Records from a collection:
• • •

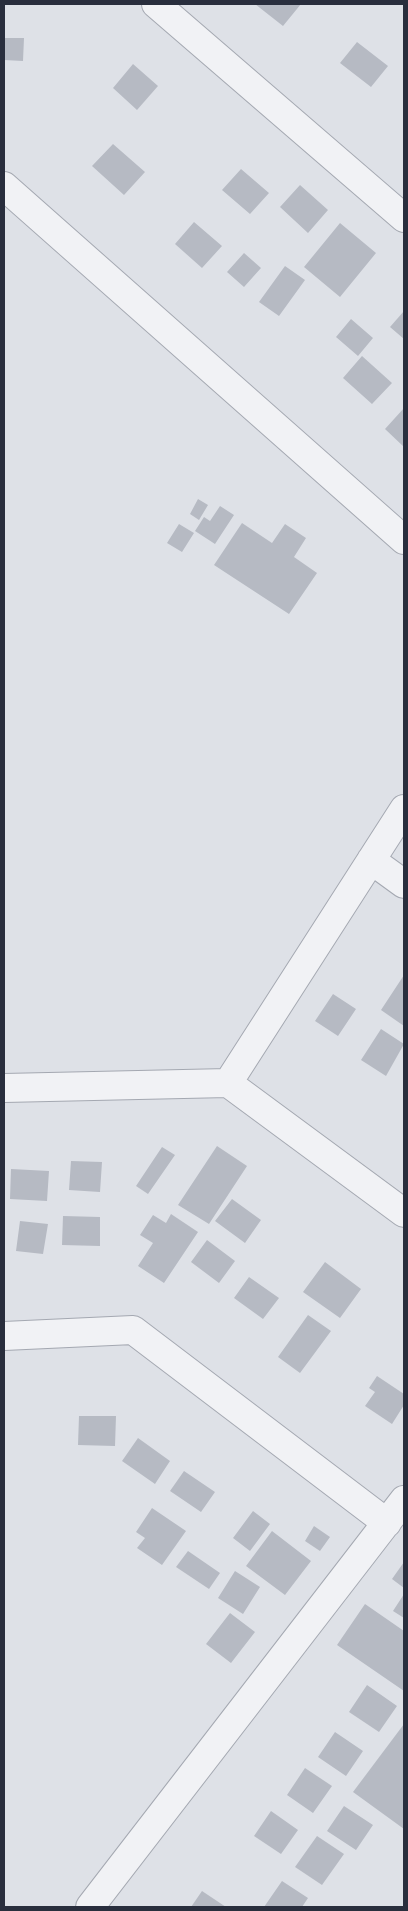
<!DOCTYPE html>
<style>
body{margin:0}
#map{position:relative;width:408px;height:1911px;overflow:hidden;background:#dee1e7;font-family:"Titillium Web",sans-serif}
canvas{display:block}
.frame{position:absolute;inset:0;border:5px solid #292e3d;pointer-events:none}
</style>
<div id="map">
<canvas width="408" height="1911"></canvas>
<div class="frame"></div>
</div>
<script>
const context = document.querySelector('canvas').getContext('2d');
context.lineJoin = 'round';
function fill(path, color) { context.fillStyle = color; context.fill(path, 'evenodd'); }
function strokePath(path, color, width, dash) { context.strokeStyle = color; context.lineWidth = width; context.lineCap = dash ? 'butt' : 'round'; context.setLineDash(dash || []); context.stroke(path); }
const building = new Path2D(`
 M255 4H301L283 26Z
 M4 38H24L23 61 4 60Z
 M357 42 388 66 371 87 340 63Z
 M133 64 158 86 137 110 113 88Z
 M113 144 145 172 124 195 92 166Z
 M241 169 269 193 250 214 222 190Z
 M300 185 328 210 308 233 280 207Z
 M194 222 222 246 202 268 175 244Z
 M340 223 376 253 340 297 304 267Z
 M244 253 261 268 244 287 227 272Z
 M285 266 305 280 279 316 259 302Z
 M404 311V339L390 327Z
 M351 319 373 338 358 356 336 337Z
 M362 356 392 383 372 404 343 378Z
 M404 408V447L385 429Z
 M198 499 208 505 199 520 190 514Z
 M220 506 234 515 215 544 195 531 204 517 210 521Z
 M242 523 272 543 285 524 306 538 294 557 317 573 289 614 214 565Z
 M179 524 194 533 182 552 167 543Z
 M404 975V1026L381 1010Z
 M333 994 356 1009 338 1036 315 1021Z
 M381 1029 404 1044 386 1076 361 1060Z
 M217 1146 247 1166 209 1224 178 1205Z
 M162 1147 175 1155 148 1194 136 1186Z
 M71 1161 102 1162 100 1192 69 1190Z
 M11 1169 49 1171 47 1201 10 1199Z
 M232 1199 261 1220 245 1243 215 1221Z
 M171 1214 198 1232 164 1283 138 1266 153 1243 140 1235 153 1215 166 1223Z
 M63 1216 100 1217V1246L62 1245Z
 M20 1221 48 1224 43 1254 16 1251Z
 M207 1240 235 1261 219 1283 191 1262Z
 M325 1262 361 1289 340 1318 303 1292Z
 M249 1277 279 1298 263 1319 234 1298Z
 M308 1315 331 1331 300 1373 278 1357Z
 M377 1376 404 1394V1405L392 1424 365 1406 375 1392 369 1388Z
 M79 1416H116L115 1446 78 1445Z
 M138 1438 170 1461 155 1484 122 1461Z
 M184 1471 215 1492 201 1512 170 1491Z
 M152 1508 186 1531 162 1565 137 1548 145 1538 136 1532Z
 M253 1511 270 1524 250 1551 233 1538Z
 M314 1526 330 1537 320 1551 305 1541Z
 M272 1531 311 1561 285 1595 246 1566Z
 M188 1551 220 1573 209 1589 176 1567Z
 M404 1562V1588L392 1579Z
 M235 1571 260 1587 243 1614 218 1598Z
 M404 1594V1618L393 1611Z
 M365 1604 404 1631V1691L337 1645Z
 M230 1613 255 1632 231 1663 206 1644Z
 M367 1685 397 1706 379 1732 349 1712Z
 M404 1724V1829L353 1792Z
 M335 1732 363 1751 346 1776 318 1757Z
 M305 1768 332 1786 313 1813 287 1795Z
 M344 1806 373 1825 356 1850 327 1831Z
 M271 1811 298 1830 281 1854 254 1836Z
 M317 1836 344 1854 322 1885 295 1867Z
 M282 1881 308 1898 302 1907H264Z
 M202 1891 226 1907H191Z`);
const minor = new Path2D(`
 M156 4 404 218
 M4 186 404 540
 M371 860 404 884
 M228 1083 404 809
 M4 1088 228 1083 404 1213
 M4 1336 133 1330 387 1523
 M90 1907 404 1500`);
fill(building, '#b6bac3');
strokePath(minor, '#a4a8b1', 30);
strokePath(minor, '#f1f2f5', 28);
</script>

• • •

Exercise goal:
What is the number of lines in the records that contain "canvas"? State that number alone.

Your solution:
3